Aim of the task: Pictures stay out of this copy; please retype only the lines from the start of the records through the line with "position:absolute; right:21px; top:21px;".

Material provided:
⟨
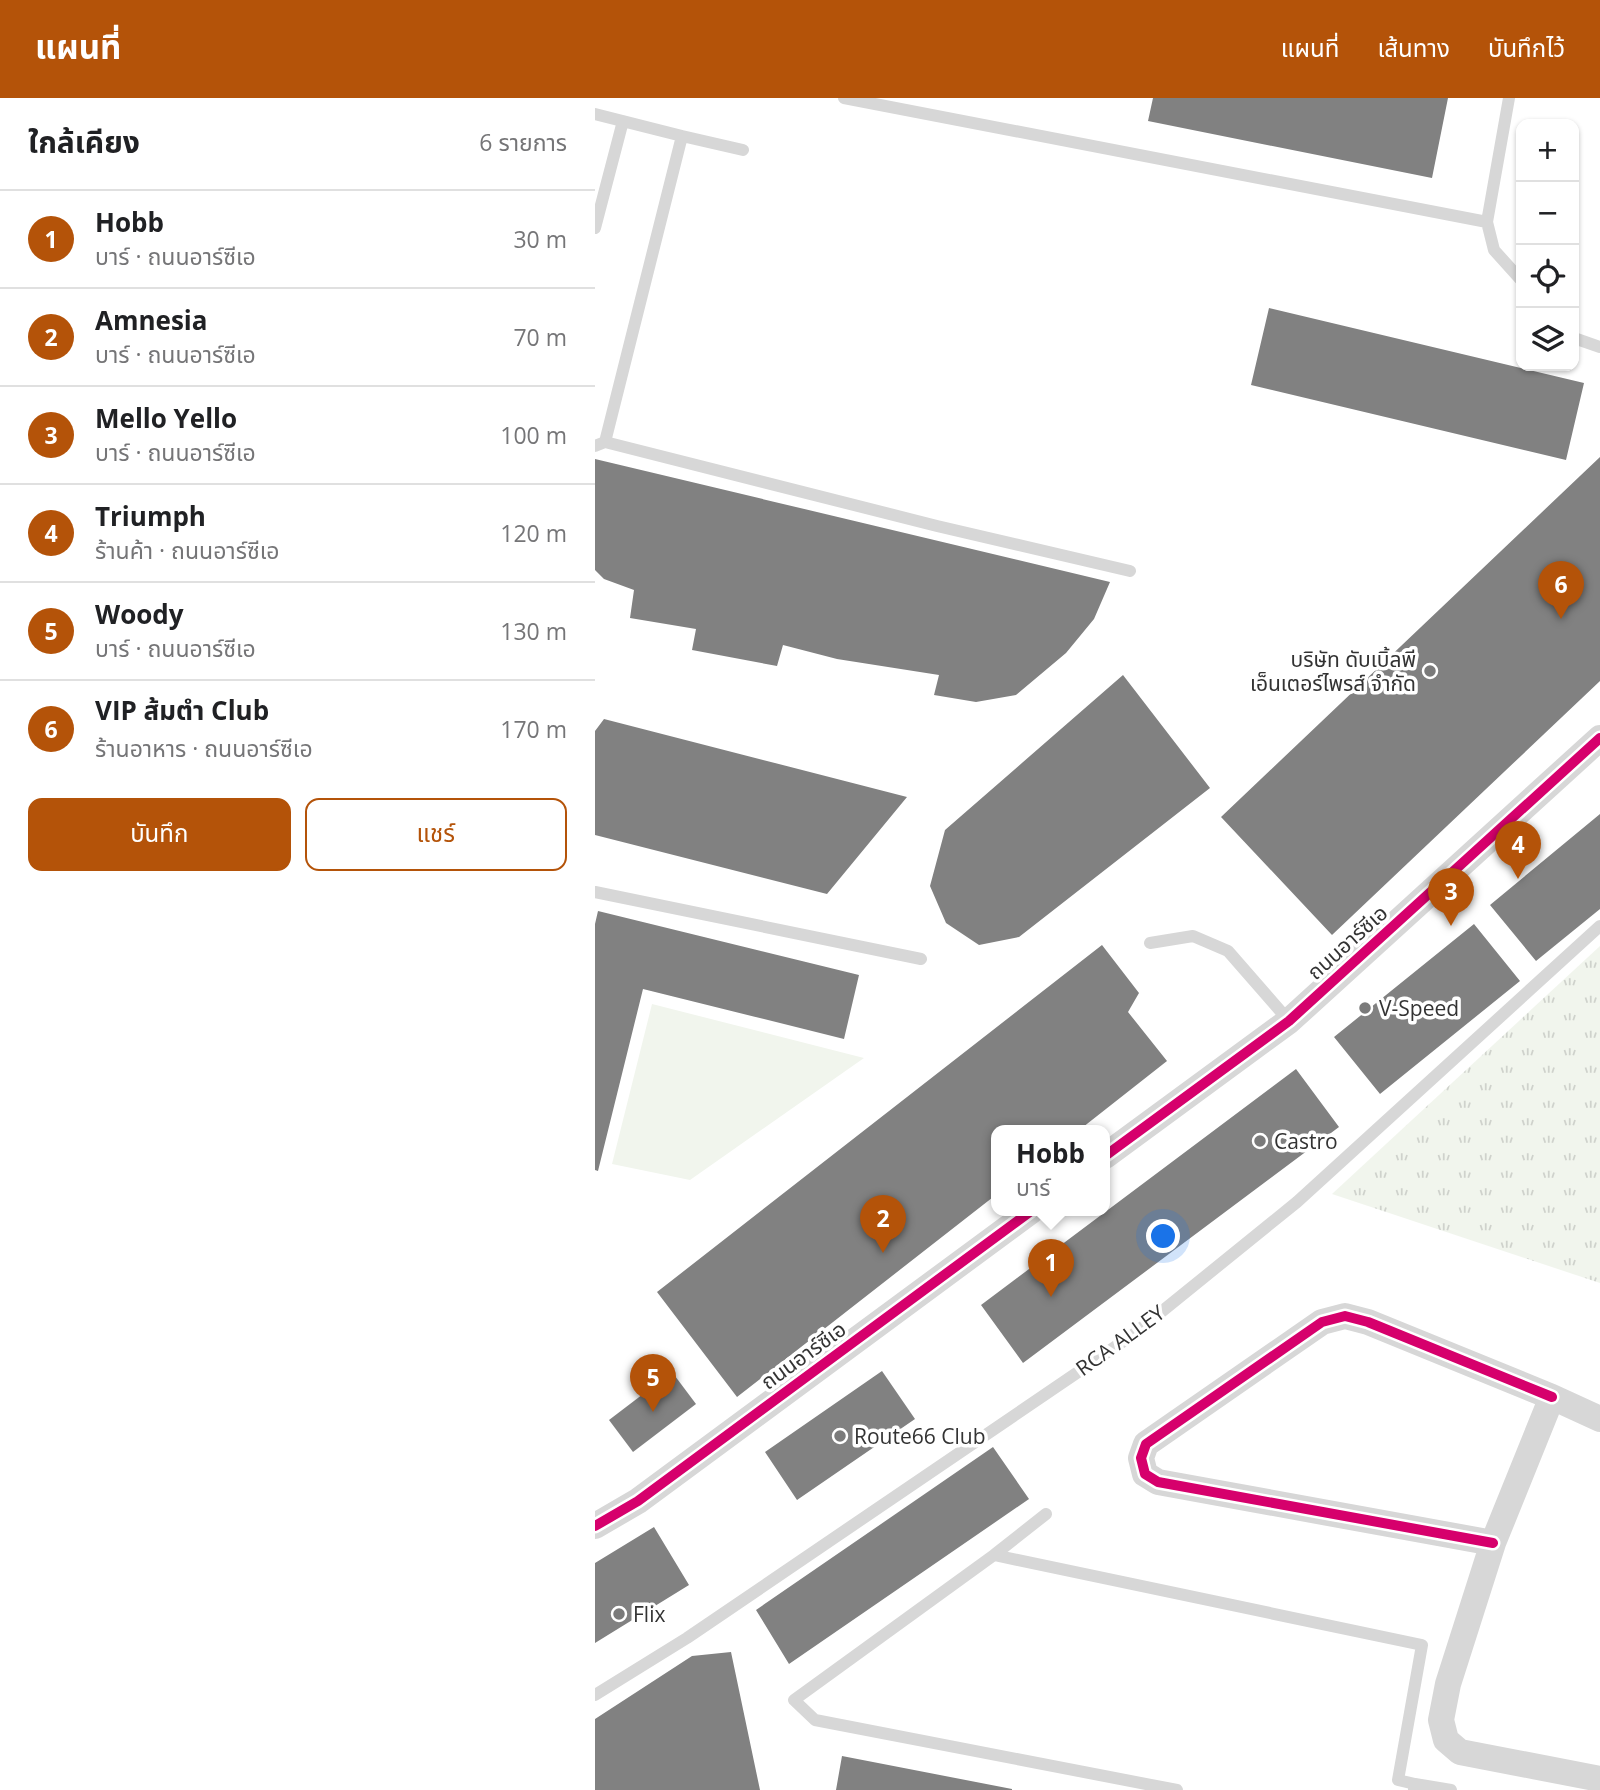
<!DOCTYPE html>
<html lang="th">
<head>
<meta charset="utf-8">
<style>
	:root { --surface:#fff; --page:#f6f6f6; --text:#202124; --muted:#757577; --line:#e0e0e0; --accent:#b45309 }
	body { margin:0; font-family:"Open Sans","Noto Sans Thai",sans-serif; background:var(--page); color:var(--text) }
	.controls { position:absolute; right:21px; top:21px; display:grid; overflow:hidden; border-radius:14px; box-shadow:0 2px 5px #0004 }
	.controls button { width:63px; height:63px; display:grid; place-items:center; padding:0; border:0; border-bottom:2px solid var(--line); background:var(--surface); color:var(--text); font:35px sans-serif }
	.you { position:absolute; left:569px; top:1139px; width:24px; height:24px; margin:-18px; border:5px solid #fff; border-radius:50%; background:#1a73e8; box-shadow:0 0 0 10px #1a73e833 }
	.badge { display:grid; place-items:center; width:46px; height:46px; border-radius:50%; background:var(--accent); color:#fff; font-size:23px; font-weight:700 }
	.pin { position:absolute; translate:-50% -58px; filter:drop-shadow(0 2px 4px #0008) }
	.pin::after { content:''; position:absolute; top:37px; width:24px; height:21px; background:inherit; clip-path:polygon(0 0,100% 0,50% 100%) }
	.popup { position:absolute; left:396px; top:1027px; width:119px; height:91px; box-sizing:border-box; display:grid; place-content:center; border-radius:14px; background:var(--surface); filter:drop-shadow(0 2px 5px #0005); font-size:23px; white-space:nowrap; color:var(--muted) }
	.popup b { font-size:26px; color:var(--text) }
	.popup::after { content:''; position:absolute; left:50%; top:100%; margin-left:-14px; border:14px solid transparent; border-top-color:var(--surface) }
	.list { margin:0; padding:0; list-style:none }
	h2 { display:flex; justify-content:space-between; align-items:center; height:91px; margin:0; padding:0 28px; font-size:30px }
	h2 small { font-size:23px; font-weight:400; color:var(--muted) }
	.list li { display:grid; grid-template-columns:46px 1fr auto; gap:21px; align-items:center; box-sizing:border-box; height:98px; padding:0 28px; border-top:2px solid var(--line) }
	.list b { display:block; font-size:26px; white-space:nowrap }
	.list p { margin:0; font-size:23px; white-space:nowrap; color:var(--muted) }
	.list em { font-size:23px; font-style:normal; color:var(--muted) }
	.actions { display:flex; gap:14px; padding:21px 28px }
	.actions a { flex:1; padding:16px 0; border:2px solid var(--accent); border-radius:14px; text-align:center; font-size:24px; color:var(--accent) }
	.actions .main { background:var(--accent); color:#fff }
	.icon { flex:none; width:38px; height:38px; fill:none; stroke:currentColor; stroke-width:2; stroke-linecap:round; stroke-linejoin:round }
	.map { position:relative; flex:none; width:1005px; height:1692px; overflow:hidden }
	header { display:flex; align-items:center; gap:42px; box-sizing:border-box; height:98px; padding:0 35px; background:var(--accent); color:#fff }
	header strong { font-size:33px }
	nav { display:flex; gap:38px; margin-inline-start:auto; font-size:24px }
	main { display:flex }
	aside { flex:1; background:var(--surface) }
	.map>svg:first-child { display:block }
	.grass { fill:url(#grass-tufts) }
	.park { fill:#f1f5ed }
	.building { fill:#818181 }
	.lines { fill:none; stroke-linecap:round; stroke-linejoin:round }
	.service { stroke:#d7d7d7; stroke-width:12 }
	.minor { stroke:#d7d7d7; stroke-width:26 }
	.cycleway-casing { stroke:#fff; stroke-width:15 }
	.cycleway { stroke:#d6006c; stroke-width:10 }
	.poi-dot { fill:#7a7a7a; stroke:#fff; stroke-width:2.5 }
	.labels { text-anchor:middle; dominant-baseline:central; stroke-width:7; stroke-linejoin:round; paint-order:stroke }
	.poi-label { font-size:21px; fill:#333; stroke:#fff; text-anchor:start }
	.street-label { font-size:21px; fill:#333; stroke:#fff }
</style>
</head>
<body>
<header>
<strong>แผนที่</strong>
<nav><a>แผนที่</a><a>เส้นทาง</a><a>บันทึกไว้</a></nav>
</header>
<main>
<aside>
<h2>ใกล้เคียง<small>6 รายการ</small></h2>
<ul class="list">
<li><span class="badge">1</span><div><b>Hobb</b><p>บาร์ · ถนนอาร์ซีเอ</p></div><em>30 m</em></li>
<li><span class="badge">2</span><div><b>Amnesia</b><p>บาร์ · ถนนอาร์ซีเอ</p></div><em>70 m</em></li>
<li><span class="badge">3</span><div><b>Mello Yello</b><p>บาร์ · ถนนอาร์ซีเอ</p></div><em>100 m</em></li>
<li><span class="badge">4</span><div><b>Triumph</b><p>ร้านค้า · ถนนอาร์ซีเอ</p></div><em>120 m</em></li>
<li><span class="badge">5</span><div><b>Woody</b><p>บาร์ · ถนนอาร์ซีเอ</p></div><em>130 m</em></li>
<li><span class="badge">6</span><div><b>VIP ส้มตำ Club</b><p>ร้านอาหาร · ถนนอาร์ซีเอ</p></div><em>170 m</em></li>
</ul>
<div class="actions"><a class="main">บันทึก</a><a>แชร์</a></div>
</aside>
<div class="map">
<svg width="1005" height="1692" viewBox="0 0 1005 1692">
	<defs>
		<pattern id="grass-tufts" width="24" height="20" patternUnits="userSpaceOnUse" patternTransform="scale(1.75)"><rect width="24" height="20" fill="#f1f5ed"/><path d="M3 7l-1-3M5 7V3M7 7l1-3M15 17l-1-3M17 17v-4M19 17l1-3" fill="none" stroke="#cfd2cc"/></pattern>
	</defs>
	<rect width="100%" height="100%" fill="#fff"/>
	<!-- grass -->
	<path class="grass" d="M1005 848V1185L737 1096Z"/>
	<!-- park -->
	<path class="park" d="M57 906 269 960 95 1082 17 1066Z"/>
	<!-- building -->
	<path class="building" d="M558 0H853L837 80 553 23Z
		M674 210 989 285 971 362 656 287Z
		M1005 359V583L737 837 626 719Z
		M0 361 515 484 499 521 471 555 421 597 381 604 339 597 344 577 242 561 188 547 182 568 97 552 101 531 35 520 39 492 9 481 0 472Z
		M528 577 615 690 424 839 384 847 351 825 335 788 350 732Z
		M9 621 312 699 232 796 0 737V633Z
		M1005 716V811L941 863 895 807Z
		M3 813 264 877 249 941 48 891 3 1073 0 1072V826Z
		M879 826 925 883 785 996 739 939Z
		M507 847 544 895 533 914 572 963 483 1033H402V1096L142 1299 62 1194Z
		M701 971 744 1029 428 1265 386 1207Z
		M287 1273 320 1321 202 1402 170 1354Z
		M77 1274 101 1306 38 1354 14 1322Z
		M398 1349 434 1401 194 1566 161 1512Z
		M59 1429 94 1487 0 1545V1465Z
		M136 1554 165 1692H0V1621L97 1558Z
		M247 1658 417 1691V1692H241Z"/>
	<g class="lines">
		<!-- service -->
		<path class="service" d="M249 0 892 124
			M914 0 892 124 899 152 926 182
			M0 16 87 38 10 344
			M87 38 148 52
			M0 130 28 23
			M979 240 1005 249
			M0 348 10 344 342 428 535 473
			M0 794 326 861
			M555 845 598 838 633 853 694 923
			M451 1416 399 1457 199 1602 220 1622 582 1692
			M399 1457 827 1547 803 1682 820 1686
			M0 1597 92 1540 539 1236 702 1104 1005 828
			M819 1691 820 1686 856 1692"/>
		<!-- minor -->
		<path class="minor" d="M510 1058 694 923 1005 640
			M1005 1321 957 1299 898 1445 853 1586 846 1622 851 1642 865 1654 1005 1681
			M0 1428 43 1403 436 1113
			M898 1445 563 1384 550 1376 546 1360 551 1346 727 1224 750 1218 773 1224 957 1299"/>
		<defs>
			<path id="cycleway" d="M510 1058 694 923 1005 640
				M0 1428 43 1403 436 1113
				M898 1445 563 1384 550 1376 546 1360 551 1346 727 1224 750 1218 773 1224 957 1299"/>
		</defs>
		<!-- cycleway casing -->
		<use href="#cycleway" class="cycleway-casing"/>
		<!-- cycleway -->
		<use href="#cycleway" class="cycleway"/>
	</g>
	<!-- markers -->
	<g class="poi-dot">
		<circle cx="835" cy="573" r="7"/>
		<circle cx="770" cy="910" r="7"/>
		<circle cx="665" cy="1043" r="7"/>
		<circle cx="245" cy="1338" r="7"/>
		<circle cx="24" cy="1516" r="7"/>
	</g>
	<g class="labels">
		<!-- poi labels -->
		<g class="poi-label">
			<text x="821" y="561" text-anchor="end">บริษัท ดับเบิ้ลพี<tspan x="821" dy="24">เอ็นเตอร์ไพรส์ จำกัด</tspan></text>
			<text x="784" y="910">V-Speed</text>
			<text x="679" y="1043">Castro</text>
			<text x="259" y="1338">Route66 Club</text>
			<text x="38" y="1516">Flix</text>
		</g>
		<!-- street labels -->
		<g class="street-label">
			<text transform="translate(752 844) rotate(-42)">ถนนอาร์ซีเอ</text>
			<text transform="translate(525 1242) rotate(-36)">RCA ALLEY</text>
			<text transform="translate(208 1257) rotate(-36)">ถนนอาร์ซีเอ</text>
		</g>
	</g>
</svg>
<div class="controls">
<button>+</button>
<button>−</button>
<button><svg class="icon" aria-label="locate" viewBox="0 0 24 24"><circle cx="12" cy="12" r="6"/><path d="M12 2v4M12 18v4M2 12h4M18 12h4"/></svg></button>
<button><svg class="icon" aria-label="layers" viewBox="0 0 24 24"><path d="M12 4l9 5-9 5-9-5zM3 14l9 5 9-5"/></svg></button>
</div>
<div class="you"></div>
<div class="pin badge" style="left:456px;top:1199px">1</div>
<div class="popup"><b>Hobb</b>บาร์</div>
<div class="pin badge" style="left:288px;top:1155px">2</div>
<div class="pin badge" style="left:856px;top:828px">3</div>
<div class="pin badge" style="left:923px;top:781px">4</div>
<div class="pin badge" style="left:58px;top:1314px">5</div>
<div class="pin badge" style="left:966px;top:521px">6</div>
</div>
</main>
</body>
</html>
⟩
Written solution:
<!DOCTYPE html>
<html lang="th">
<head>
<meta charset="utf-8">
<style>
	:root { --surface:#fff; --page:#f6f6f6; --text:#202124; --muted:#757577; --line:#e0e0e0; --accent:#b45309 }
	body { margin:0; font-family:"Open Sans","Noto Sans Thai",sans-serif; background:var(--page); color:var(--text) }
	.controls { position:absolute; right:21px; top:21px; display:grid; overflow:hidden; border-radius:14px; box-shadow:0 2px 5px #0004 }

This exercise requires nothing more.